Stored items:

——————————

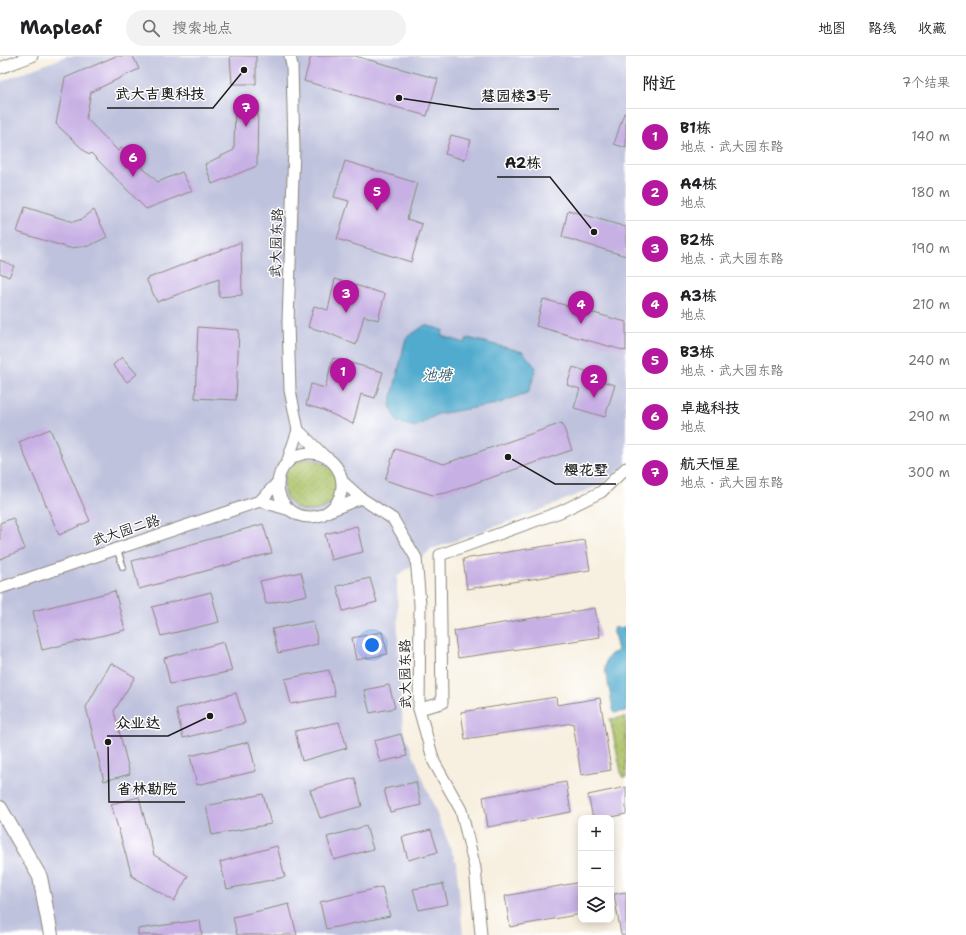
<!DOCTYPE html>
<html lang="zh">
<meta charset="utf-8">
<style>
body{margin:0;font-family:"Shantell Sans","LXGW WenKai TC",sans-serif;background:#f2f2f2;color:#202124}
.controls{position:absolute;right:12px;bottom:12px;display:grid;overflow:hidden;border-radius:8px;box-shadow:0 2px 10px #0003}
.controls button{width:36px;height:36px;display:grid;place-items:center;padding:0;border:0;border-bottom:1px solid #e0e0e0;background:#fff;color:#202124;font:20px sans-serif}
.you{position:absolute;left:372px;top:589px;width:14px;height:14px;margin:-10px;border:3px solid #fff;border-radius:50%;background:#1a73e8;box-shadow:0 0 0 6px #1a73e833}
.badge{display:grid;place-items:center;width:26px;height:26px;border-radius:50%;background:#b5179e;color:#fff;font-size:13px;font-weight:700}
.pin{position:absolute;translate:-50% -33px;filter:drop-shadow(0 1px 2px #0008)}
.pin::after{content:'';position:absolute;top:21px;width:14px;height:12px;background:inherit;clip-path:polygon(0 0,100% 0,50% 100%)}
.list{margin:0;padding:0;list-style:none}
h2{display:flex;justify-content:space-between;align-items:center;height:52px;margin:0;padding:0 16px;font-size:17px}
h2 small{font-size:13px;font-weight:400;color:#757577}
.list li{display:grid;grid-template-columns:26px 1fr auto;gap:12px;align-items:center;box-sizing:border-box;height:56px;padding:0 16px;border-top:1px solid #e0e0e0}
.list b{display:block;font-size:15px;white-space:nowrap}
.list p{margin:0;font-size:13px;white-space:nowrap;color:#757577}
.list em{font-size:13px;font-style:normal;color:#757577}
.icon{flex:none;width:22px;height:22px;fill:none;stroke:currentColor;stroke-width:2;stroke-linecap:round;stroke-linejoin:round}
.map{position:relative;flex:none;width:626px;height:879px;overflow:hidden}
header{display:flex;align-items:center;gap:24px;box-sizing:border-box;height:56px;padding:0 20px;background:#fff;border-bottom:1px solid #e0e0e0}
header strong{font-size:19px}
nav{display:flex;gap:22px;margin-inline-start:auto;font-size:14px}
.search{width:280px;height:36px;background:#f2f2f2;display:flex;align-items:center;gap:10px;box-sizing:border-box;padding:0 14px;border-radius:22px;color:#757577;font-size:15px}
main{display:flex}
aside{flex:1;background:#fff}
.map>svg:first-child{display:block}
</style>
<header>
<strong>Mapleaf</strong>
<div class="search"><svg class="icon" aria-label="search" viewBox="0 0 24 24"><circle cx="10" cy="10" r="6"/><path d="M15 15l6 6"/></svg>搜索地点</div>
<nav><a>地图</a><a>路线</a><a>收藏</a></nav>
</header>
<main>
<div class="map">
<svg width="626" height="879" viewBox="0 0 626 879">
<defs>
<pattern id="park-dots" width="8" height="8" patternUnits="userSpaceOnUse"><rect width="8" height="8" fill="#acc267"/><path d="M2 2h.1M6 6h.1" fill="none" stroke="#93a659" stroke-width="1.8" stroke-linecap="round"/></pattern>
</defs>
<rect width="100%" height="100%" fill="#fff"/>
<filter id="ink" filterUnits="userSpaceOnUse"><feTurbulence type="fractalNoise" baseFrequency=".025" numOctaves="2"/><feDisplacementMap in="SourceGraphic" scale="8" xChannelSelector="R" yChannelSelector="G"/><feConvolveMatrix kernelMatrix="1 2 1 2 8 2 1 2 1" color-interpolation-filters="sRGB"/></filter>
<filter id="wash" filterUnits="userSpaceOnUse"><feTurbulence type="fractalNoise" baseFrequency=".012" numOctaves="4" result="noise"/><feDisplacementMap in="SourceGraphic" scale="16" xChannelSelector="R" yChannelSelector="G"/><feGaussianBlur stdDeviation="0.9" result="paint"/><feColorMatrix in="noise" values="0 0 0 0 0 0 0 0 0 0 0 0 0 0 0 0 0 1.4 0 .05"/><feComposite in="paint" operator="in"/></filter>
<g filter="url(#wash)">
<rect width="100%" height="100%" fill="#f7efdf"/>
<polygon fill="#bfc2dd" points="67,0 626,0 626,409 598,430 536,456 432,493 397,521 398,586 403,673 456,806 463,879 0,879 0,26"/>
<g fill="url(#park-dots)" stroke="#646f42">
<path d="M308 402C323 405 339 414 337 432 336 437 335 443 332 446 319 459 295 458 286 441 284 437 284 433 284 429 284 413 294 405 308 402Z"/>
<polygon points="626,661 626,721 622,721 610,663"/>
</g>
<g fill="#51abce" stroke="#366475">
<polygon points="425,269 443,274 442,280 465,287 468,282 523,296 536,312 529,336 497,348 438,358 415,371 397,366 390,349 406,282"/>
<polygon points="626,571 626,655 614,657 605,612 606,604 611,598 618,595 613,572"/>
</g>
<g id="blocks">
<g fill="#c7b0e4">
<polygon points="116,0 133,0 139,13 91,36 86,62 118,95 121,92 158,126 182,116 192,135 146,153 91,97 89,99 56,68 65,22"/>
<polygon points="230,0 256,0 256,28 232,28"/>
<polygon points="311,0 355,0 438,23 427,60 304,25"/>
<polygon points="235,46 258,47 257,110 212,128 205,108 234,94"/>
<polygon points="624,57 626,58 626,92 614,88"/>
<polygon points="451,79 471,84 465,104 445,98"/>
<polygon points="345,105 417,127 407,163 422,168 411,206 337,183 349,145 334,141"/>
<polygon points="25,151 73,166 82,163 94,154 107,181 89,190 69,192 17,176"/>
<polygon points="568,154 626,171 626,200 562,181"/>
<polygon points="241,186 242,239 219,241 219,223 157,246 146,223"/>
<polygon points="0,204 14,210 9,221 0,217"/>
<polygon points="335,223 385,238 378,264 364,260 356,289 326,276 308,271 314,250 328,254"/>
<polygon points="543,243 626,266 626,295 536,270"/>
<polygon points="198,271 239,274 236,344 195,342"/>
<polygon points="122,301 137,318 127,326 113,309"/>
<polygon points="333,302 383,316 375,342 361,338 353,368 323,354 306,349 311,328 325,332"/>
<polygon points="573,311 595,318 594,323 615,329 605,361 574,352 580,333 567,329"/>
<polygon points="562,367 572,394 446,437 433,439 385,424 395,393 444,408"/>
<polygon points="50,373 90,465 59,479 19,386"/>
<polygon points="13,462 25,493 0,503 0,467"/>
<polygon points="263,468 272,497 139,533 132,505"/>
<polygon points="357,470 363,496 331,504 325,478"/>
<polygon points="585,484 590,514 467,533 463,503"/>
<polygon points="301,516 307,539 266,548 260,525"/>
<polygon points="370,522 377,546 343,555 337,530"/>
<polygon points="115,535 125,574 42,594 33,555"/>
<polygon points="211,536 219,566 161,580 152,551"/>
<polygon points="595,552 600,581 458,602 454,575"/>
<polygon points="313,565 318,588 278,597 272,573"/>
<polygon points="382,576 388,598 356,604 352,582"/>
<polygon points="224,586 232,615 170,628 164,602"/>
<polygon points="111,607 135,621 114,655 130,718 104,725 86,651"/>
<polygon points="329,614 335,640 291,648 285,623"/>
<polygon points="389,629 395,652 370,657 364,634"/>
<polygon points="236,637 245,667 183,682 176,653"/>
<polygon points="556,641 557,649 600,642 611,714 581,719 573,667 465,683 461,656"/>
<polygon points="339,666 347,692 302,705 295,675"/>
<polygon points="401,678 407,700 380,706 374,685"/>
<polygon points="249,686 256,715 197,729 190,700"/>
<polygon points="355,722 362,750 320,762 310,734"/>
<polygon points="416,726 421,749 390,756 384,733"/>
<polygon points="566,726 571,756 488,771 483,741"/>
<polygon points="626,731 626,758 607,762 593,762 588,739"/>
<polygon points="263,738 271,768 212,779 206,750"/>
<polygon points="139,741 154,799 188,820 174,845 132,820 111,748"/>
<polygon points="366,770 373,793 334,804 327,781"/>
<polygon points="431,774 438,796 408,804 402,781"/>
<polygon points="277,790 285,821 227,833 220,806"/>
<polygon points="581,826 581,858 510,871 505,840"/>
<polygon points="443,828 448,848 419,854 413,833"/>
<polygon points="382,831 390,860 326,873 320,846"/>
<polygon points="626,836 626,879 621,879 614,838"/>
<polygon points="289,848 297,879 237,879 233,861"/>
<polygon points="200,864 202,879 138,879 138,873"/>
</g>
</g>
</g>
<g filter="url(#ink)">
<use href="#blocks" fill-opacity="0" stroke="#8a867e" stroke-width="1"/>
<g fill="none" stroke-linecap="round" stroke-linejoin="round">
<defs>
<polyline id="service" points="117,493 123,511"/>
<g id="minor">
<polyline points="290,0 292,10 294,92 288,266 290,334 298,374"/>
<polyline points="0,12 32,0"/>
<polyline points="298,374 324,400"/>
<circle cx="310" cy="429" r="32"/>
<polyline points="287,407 298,374"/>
<polyline points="342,425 361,442 393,463 416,502 420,548 419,653 434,706 461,754 475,812 481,879"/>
<polyline points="260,445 290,454"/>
<polyline points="332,454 361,442"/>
<polyline points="0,532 260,445 278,426"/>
<polyline points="419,653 442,647 440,499 560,456 601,436 626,412"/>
</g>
<polyline id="tertiary" points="0,752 40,821 51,879"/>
</defs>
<use href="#service" stroke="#8a867e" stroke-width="8"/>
<use href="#minor" stroke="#8a867e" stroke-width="13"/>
<use href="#tertiary" stroke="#8a867e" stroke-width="16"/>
<use href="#service" stroke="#fff" stroke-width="5.5"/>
<use href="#minor" stroke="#fff" stroke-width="11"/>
<use href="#tertiary" stroke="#fff" stroke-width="14"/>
</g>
</g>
<g text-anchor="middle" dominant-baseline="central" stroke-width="3" stroke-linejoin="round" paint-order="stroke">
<g font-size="14" fill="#1c1c1c" stroke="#fff">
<text transform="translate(276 187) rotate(-88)">武大园东路</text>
<text transform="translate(126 474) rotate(-18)">武大园二路</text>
<text transform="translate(405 618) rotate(-91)">武大园东路</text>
</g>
<g font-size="15" font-style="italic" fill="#345c6c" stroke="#fff">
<text x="437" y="319">池塘</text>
</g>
</g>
<path fill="none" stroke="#1c1c1c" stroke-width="1.5" d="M244 14L213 52H107M399 42L473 53H559M594 176L550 121H497M508 401L555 428H616M210 660L168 680H107M108 686L109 746H185"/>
<g fill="#1c1c1c" stroke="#fff" stroke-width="1.5">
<circle cx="244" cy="14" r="4"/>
<circle cx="399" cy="42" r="4"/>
<circle cx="594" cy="176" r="4"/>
<circle cx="508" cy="401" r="4"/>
<circle cx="210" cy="660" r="4"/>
<circle cx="108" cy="686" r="4"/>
</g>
<g font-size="15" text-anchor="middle" font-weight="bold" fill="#1c1c1c" stroke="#fff" stroke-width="3" stroke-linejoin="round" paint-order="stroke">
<text x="160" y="43">武大吉奥科技</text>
<text x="516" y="45">慧园楼3号</text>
<text x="523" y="112">A2栋</text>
<text x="586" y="419">樱花墅</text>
<text x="138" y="672">众业达</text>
<text x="147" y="738">省林勘院</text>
</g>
</svg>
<div class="controls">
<button>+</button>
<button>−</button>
<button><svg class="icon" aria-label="layers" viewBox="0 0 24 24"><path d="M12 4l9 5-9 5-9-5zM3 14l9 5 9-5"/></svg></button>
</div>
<div class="you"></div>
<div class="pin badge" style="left:343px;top:335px">1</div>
<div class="pin badge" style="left:594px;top:342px">2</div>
<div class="pin badge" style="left:346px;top:257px">3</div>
<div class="pin badge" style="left:581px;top:268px">4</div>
<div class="pin badge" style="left:377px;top:155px">5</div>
<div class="pin badge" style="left:133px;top:121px">6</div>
<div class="pin badge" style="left:246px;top:71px">7</div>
</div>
<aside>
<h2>附近<small>7个结果</small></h2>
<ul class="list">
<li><span class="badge">1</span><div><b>B1栋</b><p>地点 · 武大园东路</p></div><em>140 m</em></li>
<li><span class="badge">2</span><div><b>A4栋</b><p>地点</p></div><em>180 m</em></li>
<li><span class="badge">3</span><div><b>B2栋</b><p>地点 · 武大园东路</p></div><em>190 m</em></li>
<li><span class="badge">4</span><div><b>A3栋</b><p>地点</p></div><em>210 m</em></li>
<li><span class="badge">5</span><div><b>B3栋</b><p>地点 · 武大园东路</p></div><em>240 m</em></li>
<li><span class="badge">6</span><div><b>卓越科技</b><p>地点</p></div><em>290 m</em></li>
<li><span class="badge">7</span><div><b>航天恒星</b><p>地点 · 武大园东路</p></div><em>300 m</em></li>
</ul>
</aside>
</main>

——————————

» Problem to solve
Check each line of the data for the word "feTurbulence", then state only how many lines hold it.

» Result below
2